The starting AAs do not matter at all for Neural Net Mutate. The starting AAs do affect Classic Mutate, but this effect diminishes as Classic Mutate runs over time; if you let Classic Mutate run long enough, the effect of starting AAs are essentially nil.

1) How are these intermediate solutions selected?

Classic Mutate always tries to improve your Foldit score. Typically, your score should never decrease when you run Classic Mutate, but there are some exceptions: If you have open cutpoints, or active rubber bands, or if you have modified clashing importance or H-bond importance, then Classic Mutate tries to accommodate for these things and may reduce your score.

These things do not affect Neural Net Mutate. There is some randomness in Neural Net Mutate, but each time you use Neural Net Mutate is equivalent. There is no expectation that Neural Net Mutate will get better and better if you run it repeatedly (although it might make sense to run it a few times and pick the result you like best).

2) What is the last solution (after each iteration) ? Is it always the best scoring one ?

Classic Mutate moves randomly across all the positions in your protein and tries to pick the best-scoring mutation at each position. After it has addressed all positions, that iteration is complete; in the next iteration it will go back over all the positions in your protein and do the same thing again. The best mutation at a position depends heavily on surrounding positions, which is why it is helpful to run multiple iterations. Maybe residue 5 can make a great H-bond, but only after residue 10 has been mutated to a smaller AA.

3) Does it make sense to run normal mutate after a round of "NNM and shake"?

Yes, this will probably increase your baseline Foldit score. But this can be bad for Objectives, especially the Neural Net Objective. If you are trying to get a high AlphaFold confidence, Neural Net Mutate usually outperforms Classic Mutate. Roughly speaking, there may be some tradeoff between baseline Foldit score and AlphaFold confidence; Classic Mutate and Neural Net Mutate will push things one way or the other.

Bruno Kestemont Lv 1

More questions:
1) Running NNM on several segments only: does it take into account the surrounding structure (as suggested by one of the nature litterature pointed above) = It seems "yes" but when using AF on "red" places showed by the NNM tool, it doesn't always improve the confidence.
2) On the protein design of binding to target, if we place a draft design on a specific location, I understoof from the tool explanation that it doesn't take into account the target (or the ligand).

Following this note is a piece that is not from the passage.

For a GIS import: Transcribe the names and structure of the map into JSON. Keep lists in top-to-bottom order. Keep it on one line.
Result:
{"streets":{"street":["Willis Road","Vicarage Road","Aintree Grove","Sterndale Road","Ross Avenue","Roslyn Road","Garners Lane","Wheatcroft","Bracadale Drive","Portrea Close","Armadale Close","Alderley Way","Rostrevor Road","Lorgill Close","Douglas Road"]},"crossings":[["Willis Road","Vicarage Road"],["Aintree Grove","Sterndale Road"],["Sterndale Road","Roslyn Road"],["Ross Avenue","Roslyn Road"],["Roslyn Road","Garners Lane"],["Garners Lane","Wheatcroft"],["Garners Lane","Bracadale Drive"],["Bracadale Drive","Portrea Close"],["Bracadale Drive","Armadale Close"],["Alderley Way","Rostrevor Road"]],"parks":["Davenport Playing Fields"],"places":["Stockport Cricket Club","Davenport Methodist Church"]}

Do you intend to change the tool in order to make the puzzle a complex ? (thus, AF would be able to predict a small protein binding with this number of residues on this specific location ?)

bkoep Staff Lv 1

1) Running AF on several segments only: does it take into account the surrounding structure (as suggested by one of the nature litterature pointed above) = It seems "yes" but when using AF on "red" places showed by the NNM tool, it doesn't always improve the confidence.

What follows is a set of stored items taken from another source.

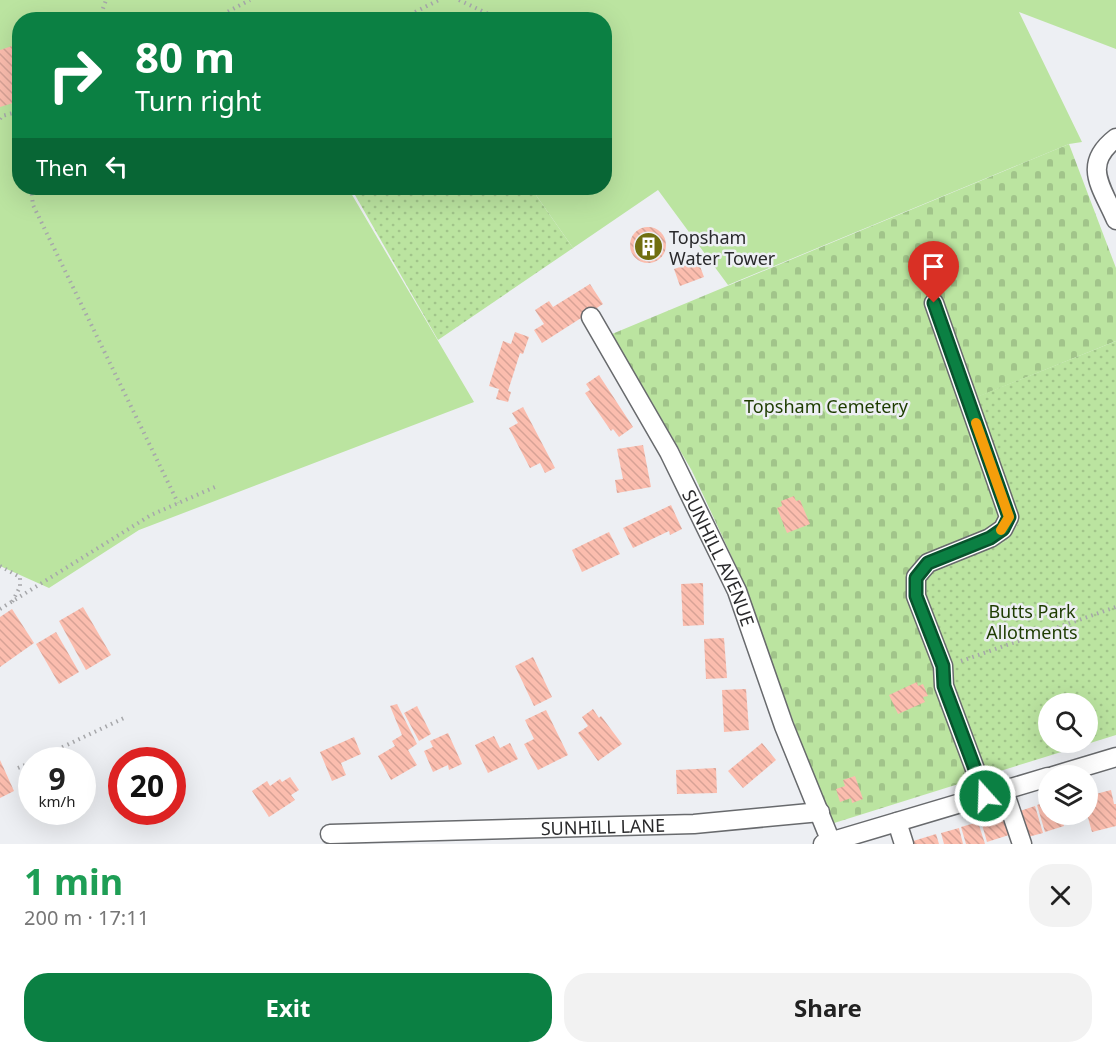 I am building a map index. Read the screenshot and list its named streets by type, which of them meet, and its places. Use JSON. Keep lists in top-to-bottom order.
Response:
{
  "streets": {
    "street": ["SUNHILL AVENUE", "SUNHILL LANE"]
  },
  "crossings": [
    ["SUNHILL AVENUE", "SUNHILL LANE"]
  ],
  "parks": ["Topsham Cemetery", "Butts Park Allotments"],
  "places": {
    "building": ["Topsham Water Tower"]
  },
  "page": {
    "turn": ["80 m", "Turn right"],
    "then": "Then",
    "speed": "9 km/h",
    "limit": "20",
    "heading": ["1 min", "200 m · 17:11"],
    "buttons": ["Exit", "Share"]
  }
}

I think you are asking about running Neural Net Mutate on several segments only? (Currently, there is no way in Foldit to submit a partial selection to AlphaFold.)

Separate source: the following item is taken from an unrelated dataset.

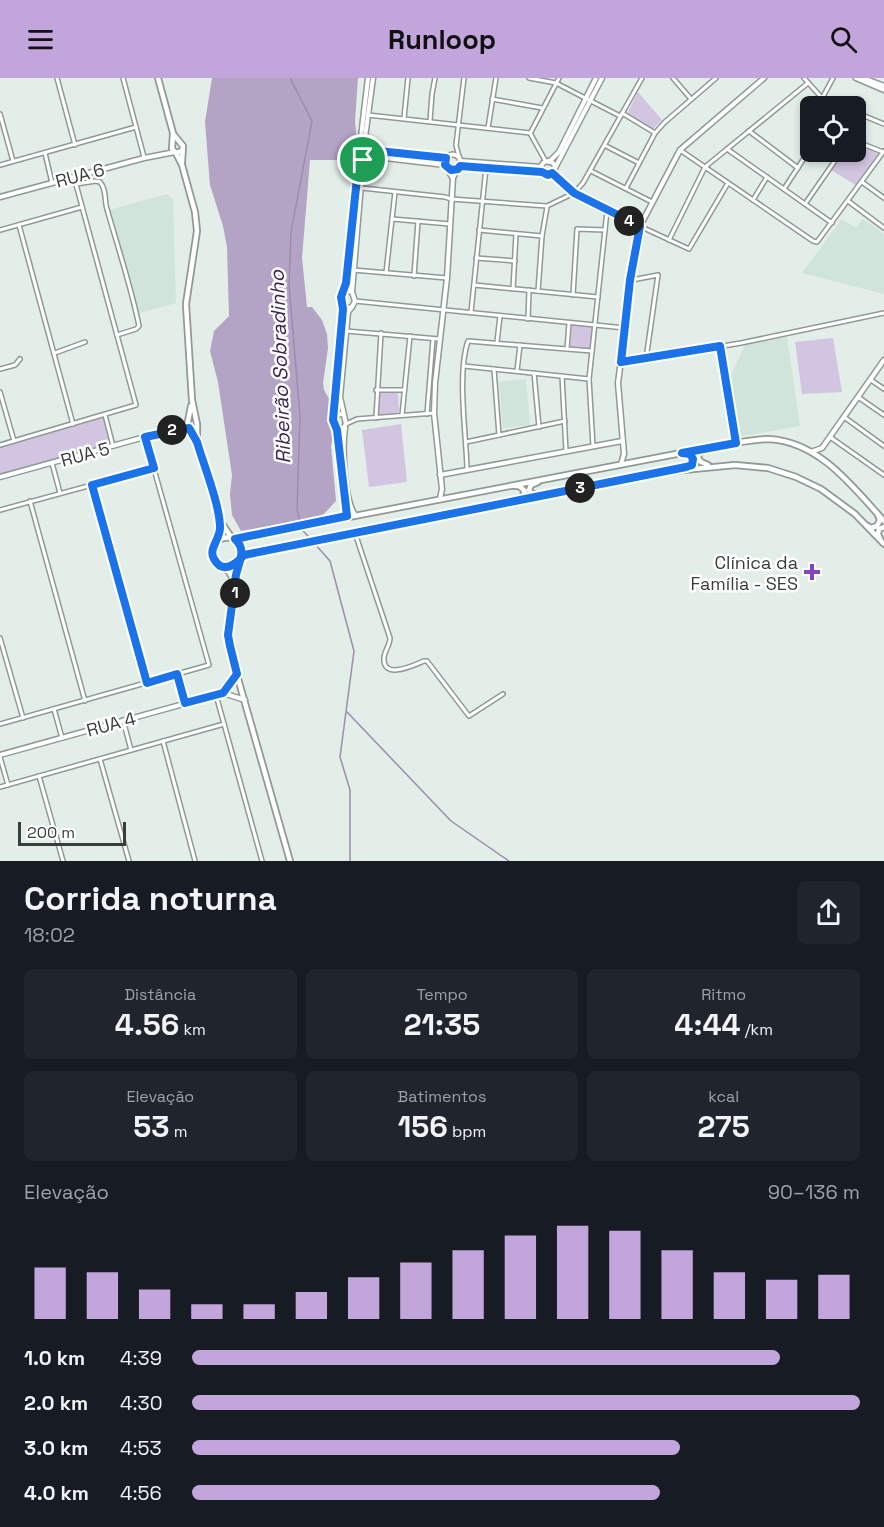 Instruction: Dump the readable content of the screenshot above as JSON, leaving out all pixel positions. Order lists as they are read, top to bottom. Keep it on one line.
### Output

Yes, Neural Net Mutate takes into account the surrounding structure. This means that Neural Net Mutate will behave differently if you make mutations nearby your selection. In our benchmarks, Neural Net Mutate is typically better than Classic Mutate for increasing AlphaFold confidence; but it is not guaranteed to improve AlphaFold confidence.

2) On the protein design of binding to target, if we place a draft design on a specific location, I understoof from the tool explanation that it doesn't take into account the target (or the ligand). Do you intend to change the tool in order to make the puzzle a complex ? (thus, AF would be able to predict a small protein binding with this number of residues on this specific location ?)

Neural Net Mutate does take into account nearby protein targets (like monkeypox H3 or BMPR). However, Neural Net Mutate cannot take into account ligands (like FMN or cAMP). This may change in the future.

Currently, AlphaFold predictions to not take into account nearby targets; AlphaFold predicts your designed protein only, in isolation from ligand or protein targets.. This may also change in the future.